■ **TASK TO COMPLETE**: All lines of the material that contain "building" must be copied out.

■ **DATA TO EXAMINE**:
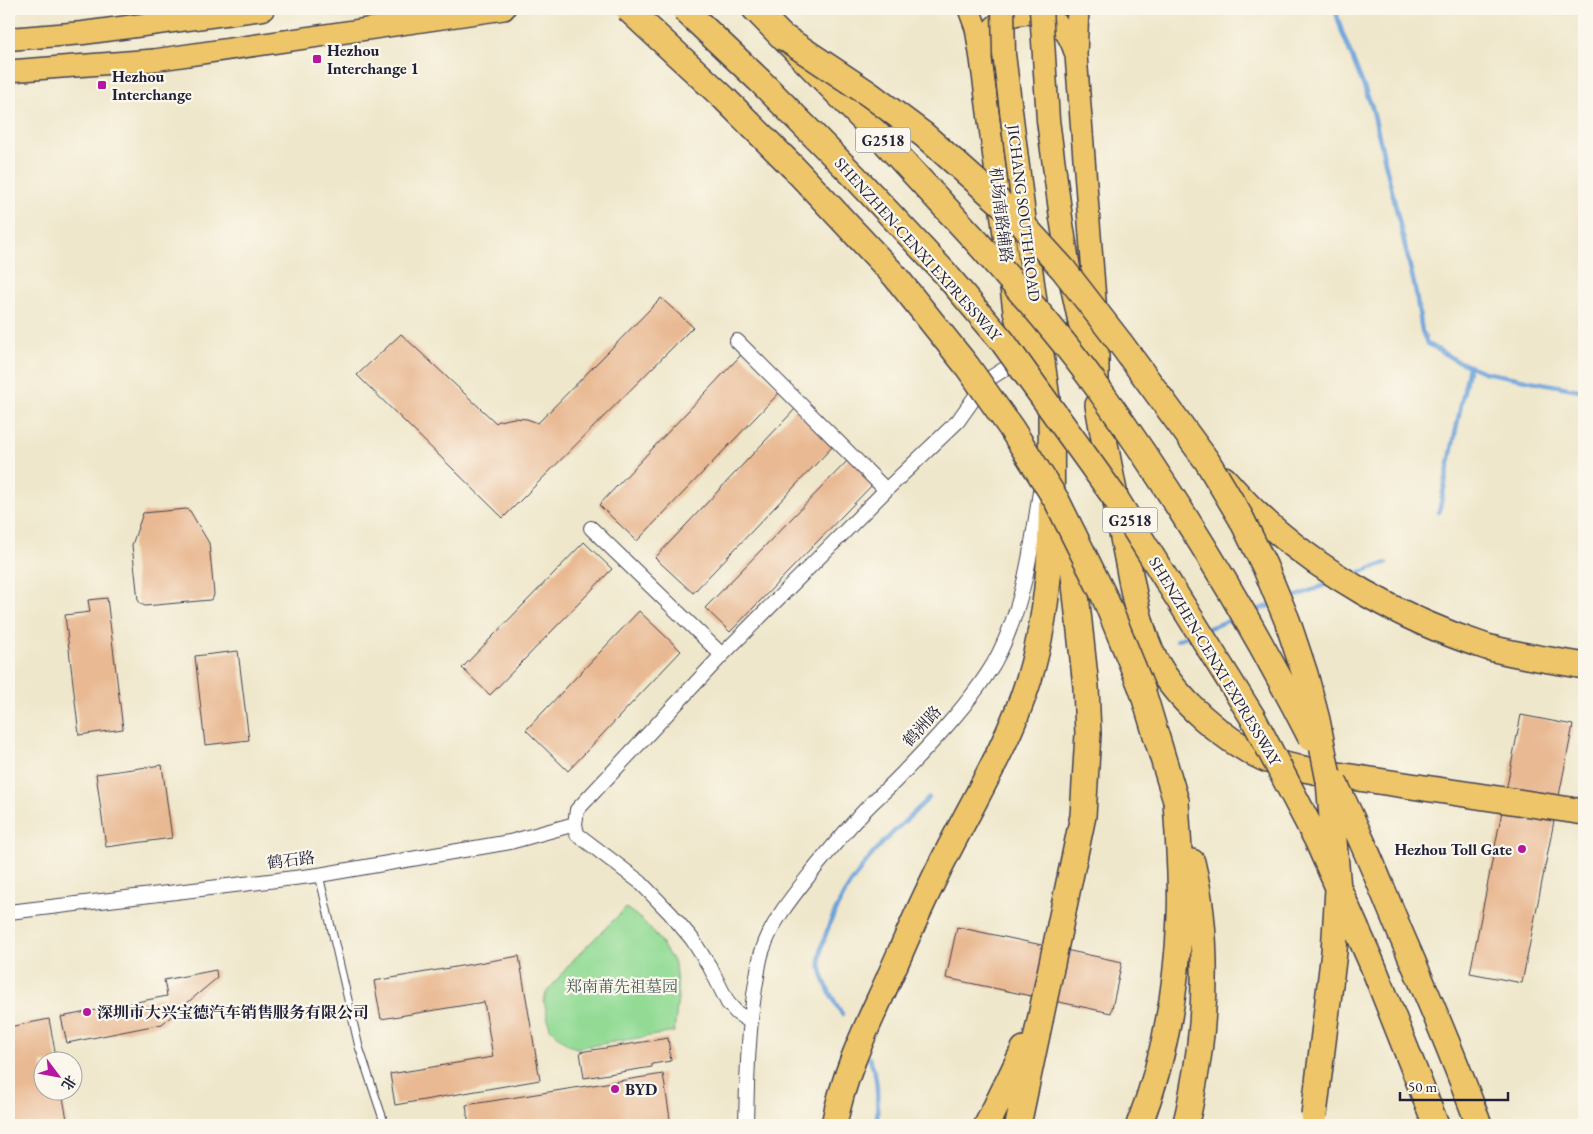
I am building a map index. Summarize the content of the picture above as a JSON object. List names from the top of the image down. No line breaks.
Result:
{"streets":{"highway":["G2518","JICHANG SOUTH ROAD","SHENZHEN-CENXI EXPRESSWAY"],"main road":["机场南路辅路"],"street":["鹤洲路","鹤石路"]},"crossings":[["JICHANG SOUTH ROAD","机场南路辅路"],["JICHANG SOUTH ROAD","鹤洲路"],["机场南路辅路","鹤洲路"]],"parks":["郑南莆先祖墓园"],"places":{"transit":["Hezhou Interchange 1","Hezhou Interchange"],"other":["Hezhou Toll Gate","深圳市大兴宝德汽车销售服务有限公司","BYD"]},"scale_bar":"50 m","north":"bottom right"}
...
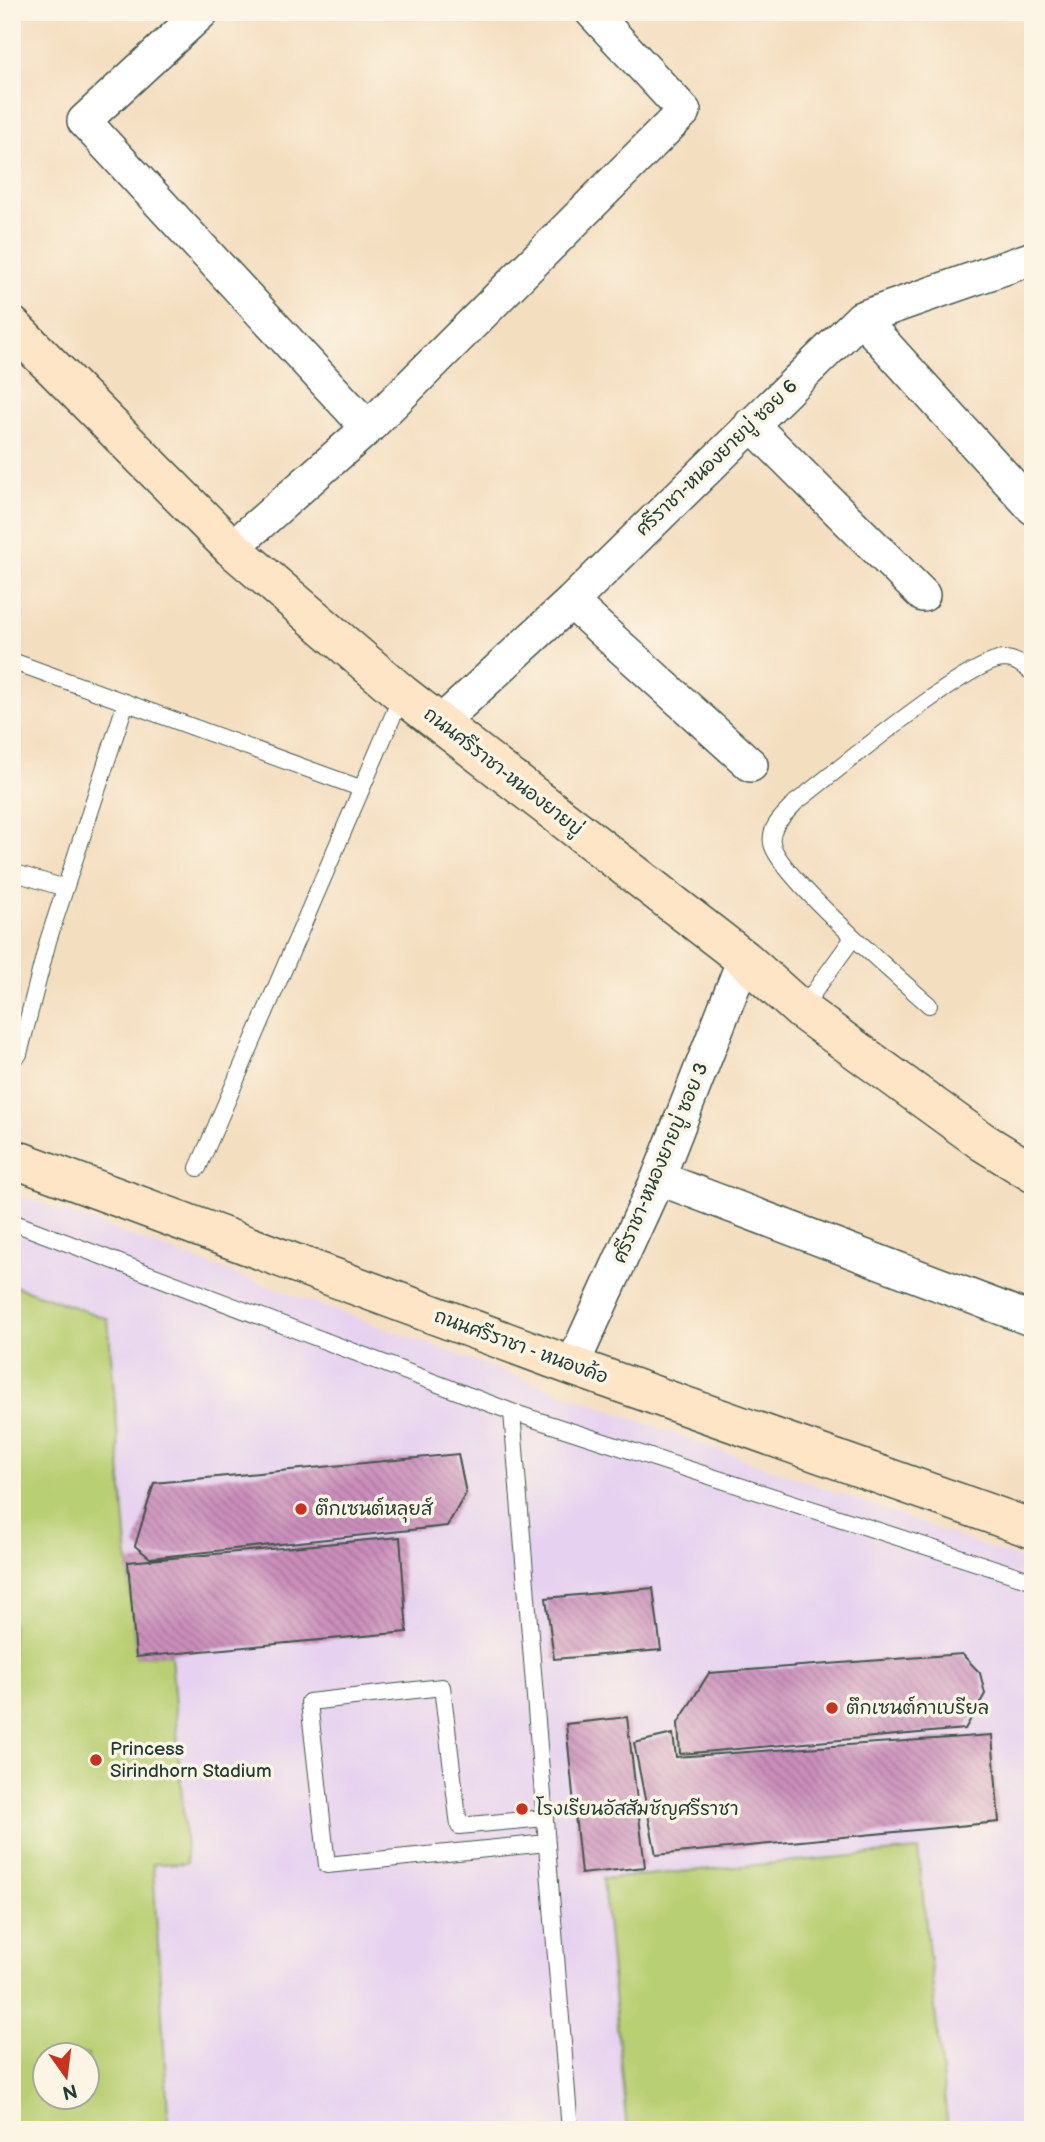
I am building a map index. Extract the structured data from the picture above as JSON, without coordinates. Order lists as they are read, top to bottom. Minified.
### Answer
--
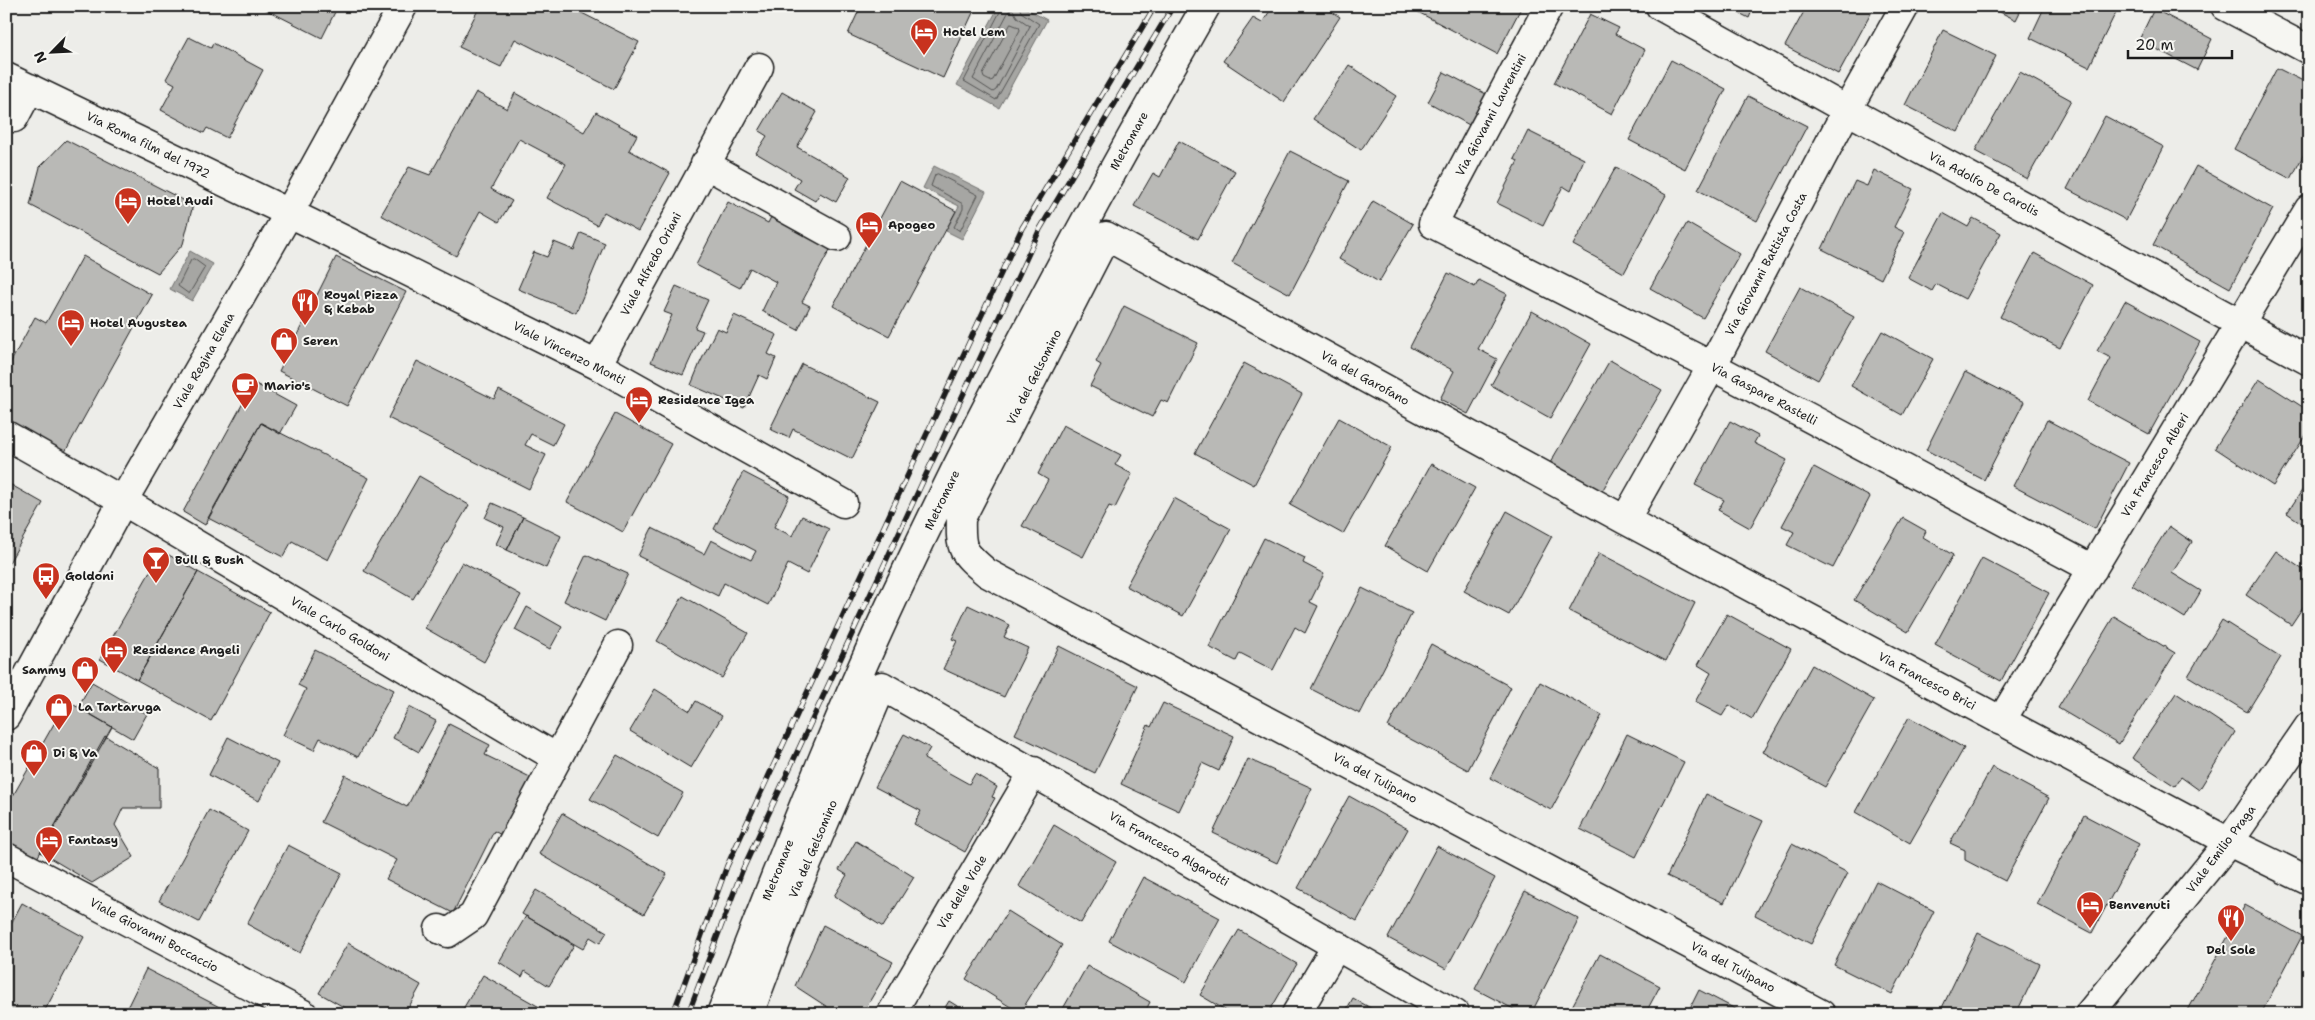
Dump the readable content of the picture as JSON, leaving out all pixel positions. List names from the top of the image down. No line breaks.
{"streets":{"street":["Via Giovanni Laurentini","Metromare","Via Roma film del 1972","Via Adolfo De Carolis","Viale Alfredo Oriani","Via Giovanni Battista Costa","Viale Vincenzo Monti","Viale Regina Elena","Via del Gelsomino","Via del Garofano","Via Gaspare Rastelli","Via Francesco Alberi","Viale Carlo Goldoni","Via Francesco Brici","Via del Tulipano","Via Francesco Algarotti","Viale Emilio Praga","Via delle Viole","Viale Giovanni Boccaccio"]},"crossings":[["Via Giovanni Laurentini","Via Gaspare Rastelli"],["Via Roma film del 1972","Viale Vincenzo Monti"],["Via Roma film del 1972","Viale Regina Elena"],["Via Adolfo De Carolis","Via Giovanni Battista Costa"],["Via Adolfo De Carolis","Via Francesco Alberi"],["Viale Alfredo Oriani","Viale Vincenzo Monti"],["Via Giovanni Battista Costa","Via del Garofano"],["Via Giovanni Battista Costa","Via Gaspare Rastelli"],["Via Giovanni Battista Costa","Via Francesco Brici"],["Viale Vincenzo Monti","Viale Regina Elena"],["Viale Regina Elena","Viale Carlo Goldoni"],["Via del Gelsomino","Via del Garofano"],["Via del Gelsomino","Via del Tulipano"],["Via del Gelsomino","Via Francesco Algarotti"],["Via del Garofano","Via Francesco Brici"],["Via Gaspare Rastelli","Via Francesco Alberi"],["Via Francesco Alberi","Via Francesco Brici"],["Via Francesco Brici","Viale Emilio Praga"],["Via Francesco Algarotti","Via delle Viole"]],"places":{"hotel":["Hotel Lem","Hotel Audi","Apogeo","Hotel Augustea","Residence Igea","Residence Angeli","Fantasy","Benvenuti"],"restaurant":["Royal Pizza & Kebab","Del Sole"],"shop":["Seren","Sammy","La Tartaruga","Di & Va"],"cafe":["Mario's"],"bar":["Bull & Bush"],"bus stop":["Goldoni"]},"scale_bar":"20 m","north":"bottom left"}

■ **ANSWER BOX**:
I am building a map index. Summarize the content of the picture above as a JSON object. List names from the top of the image down. No line breaks.
I am building a map index. Extract the structured data from the picture above as JSON, without coordinates. Order lists as they are read, top to bottom. Minified.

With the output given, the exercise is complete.